Problem:
Entries follow. Give back exactly the lines starting at the one containing "position:absolute; left:1562px; top:18px;" and ending at the one containing "display:grid; place-items:center; width:60px;", and no other lines.

•••••

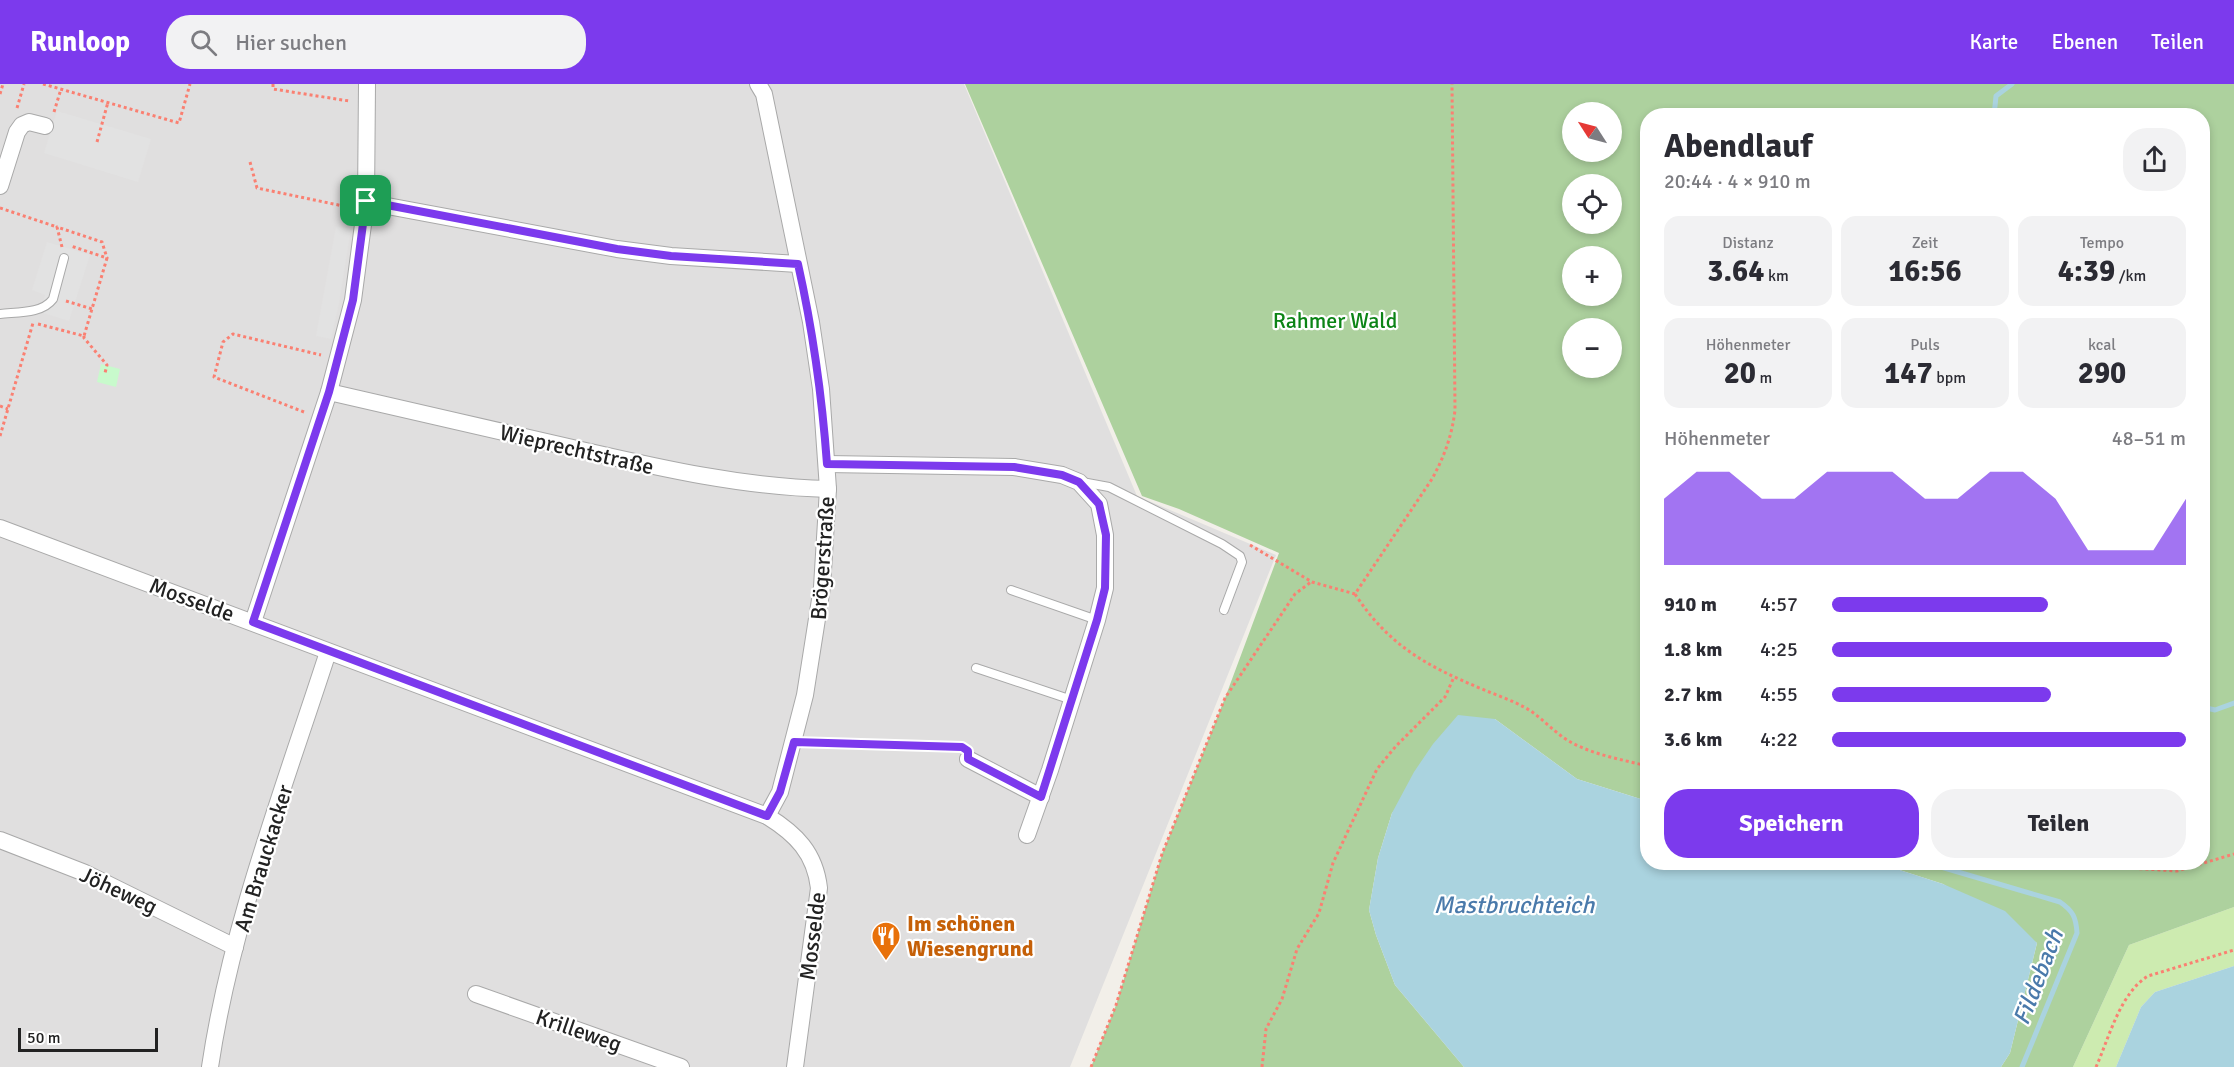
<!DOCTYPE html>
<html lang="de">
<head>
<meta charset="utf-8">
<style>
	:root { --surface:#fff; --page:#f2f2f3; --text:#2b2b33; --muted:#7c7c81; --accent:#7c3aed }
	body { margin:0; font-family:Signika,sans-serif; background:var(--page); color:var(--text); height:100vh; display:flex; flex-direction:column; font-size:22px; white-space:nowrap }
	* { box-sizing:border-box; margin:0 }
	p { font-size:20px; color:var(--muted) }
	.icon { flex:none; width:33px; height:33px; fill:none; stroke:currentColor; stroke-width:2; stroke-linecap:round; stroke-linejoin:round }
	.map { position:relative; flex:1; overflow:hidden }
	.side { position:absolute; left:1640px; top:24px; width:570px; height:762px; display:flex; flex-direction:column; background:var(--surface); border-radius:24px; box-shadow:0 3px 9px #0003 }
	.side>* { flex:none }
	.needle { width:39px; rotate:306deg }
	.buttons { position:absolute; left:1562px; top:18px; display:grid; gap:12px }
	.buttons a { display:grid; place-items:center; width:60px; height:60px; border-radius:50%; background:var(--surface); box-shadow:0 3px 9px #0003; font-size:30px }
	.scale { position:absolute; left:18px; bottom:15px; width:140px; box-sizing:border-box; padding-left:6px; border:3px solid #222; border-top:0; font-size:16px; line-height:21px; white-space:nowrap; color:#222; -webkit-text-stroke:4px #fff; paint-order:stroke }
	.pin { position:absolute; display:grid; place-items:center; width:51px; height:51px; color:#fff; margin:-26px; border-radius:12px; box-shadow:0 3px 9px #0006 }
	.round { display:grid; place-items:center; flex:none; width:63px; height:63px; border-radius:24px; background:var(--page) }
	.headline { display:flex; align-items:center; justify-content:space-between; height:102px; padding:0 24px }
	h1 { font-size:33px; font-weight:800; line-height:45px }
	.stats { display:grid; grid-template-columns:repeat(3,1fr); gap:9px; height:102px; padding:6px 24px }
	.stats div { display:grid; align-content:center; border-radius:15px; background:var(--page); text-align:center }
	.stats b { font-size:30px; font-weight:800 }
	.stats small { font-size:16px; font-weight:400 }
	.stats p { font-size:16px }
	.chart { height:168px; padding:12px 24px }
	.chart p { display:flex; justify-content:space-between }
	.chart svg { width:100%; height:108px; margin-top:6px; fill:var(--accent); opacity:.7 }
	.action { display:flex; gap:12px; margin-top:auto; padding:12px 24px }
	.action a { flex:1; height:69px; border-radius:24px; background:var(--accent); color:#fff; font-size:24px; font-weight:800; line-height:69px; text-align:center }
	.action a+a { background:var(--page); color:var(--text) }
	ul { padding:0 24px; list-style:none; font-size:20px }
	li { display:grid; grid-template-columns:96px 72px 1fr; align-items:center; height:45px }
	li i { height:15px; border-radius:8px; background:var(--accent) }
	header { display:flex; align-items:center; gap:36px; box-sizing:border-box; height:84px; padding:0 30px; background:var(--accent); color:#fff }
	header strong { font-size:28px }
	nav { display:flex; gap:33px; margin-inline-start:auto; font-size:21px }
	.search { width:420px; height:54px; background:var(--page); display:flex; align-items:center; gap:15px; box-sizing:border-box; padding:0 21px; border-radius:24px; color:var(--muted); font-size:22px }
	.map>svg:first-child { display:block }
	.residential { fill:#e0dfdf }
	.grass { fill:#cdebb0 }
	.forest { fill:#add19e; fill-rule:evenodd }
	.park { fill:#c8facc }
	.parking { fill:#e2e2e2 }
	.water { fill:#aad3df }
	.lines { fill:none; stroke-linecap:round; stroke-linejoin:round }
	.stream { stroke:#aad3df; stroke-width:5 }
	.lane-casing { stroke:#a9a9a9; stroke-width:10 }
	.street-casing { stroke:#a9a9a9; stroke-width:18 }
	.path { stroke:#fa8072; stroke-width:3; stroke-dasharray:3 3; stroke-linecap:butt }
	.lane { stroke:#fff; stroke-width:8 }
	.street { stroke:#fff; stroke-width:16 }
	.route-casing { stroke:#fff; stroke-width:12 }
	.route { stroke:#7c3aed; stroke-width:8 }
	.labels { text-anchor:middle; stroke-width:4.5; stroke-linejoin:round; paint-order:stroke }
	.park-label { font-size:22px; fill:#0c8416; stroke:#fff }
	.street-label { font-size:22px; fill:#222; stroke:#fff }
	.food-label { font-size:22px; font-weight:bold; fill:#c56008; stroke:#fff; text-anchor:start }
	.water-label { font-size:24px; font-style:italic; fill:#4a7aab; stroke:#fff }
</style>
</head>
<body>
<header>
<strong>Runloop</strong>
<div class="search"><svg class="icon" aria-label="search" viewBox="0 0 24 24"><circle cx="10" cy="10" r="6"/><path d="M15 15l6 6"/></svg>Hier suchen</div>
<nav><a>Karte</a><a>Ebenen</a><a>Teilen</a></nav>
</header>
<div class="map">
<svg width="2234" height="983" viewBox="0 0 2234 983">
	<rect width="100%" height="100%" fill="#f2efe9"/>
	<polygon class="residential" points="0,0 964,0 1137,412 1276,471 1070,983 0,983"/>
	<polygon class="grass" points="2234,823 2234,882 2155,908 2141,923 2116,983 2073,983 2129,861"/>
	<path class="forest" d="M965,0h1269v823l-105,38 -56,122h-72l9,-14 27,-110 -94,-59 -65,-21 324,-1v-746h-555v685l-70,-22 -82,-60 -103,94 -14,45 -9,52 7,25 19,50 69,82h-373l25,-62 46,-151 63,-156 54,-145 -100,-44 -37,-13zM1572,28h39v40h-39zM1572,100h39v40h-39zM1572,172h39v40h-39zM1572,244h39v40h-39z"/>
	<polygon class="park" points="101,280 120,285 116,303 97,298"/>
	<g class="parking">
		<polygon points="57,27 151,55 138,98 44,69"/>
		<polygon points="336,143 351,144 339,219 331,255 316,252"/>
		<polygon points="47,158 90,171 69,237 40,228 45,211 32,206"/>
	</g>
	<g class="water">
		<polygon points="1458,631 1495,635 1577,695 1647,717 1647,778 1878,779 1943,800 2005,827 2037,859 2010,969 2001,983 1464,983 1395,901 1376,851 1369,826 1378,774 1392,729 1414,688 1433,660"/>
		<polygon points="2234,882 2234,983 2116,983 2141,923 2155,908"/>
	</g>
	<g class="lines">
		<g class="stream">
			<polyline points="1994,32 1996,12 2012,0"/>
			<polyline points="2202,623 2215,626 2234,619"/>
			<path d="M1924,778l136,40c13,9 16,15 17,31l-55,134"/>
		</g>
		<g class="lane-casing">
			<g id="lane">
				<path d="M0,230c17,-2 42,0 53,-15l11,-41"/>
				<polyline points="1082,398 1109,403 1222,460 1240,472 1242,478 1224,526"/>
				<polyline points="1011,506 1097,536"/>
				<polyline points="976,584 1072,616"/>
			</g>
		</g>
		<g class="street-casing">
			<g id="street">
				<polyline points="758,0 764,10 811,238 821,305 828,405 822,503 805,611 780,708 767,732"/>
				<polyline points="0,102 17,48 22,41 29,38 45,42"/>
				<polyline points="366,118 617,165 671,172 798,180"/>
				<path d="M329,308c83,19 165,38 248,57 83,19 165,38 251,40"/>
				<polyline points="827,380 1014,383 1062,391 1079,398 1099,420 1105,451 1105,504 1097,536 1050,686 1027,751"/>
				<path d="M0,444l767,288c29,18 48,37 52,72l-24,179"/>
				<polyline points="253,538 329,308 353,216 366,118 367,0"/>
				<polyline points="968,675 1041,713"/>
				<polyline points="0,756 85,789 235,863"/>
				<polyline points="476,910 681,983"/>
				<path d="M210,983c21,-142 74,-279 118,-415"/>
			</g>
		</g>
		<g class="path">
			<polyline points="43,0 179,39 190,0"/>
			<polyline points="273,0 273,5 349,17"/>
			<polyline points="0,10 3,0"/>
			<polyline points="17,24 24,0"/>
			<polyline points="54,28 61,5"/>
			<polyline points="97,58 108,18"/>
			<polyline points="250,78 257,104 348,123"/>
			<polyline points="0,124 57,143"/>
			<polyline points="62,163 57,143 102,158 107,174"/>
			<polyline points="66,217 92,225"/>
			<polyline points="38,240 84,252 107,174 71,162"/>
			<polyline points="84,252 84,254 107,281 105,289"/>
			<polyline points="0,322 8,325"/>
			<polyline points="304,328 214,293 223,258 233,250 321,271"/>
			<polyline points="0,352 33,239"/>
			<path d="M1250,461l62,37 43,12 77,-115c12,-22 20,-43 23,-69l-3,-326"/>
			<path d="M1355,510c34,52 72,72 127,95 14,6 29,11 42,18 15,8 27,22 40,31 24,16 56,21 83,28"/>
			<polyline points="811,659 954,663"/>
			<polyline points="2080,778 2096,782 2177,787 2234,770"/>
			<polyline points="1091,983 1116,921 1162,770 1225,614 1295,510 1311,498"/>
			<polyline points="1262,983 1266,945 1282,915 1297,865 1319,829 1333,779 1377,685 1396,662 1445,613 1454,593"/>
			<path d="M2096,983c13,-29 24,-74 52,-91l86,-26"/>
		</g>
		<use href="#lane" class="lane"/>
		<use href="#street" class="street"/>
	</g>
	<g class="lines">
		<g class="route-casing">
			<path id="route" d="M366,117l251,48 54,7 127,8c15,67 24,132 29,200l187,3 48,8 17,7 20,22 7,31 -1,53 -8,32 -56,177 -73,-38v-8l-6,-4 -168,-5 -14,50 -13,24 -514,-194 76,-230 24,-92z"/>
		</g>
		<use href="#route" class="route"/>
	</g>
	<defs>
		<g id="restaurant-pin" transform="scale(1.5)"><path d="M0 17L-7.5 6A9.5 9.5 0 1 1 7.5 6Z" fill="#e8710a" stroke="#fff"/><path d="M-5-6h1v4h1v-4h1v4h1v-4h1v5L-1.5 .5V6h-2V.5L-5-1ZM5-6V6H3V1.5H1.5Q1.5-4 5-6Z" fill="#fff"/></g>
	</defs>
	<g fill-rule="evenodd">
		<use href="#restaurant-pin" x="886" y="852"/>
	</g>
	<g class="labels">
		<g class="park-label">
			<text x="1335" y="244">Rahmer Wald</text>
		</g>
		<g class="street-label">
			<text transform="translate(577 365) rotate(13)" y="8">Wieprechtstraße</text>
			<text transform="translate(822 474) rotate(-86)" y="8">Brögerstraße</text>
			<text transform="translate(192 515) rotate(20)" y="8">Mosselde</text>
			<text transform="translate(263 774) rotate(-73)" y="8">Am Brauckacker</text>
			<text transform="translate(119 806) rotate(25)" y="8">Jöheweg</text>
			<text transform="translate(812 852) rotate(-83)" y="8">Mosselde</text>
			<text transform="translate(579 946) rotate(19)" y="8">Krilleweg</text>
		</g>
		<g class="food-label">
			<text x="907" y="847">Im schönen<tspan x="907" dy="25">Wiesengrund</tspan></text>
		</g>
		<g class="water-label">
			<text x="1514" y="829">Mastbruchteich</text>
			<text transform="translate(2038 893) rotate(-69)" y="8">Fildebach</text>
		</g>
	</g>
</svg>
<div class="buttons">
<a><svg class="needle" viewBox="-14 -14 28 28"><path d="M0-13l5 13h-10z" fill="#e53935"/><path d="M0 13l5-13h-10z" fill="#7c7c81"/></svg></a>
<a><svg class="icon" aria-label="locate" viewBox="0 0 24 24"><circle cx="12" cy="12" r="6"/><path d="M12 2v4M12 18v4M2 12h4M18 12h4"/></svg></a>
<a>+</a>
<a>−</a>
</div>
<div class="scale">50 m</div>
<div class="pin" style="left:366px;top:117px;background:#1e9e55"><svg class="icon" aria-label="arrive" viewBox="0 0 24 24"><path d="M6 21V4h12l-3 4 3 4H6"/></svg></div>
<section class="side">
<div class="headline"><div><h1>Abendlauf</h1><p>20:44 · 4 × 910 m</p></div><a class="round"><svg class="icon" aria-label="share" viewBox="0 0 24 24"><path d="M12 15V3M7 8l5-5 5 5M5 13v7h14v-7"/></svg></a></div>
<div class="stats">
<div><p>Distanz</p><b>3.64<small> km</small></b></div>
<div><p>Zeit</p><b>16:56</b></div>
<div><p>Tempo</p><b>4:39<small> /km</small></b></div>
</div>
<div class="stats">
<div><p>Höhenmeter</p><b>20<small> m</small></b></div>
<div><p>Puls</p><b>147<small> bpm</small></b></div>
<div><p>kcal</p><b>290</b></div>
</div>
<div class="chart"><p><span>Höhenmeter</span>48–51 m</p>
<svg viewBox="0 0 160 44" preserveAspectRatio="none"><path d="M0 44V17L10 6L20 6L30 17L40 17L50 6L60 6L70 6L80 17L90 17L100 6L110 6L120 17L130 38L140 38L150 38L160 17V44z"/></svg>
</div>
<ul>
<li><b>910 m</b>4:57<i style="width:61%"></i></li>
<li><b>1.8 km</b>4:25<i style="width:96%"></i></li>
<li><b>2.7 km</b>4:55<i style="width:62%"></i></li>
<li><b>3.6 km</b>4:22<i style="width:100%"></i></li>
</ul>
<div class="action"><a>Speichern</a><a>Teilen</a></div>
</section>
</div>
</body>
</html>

•••••

Expected answer:
	.buttons { position:absolute; left:1562px; top:18px; display:grid; gap:12px }
	.buttons a { display:grid; place-items:center; width:60px; height:60px; border-radius:50%; background:var(--surface); box-shadow:0 3px 9px #0003; font-size:30px }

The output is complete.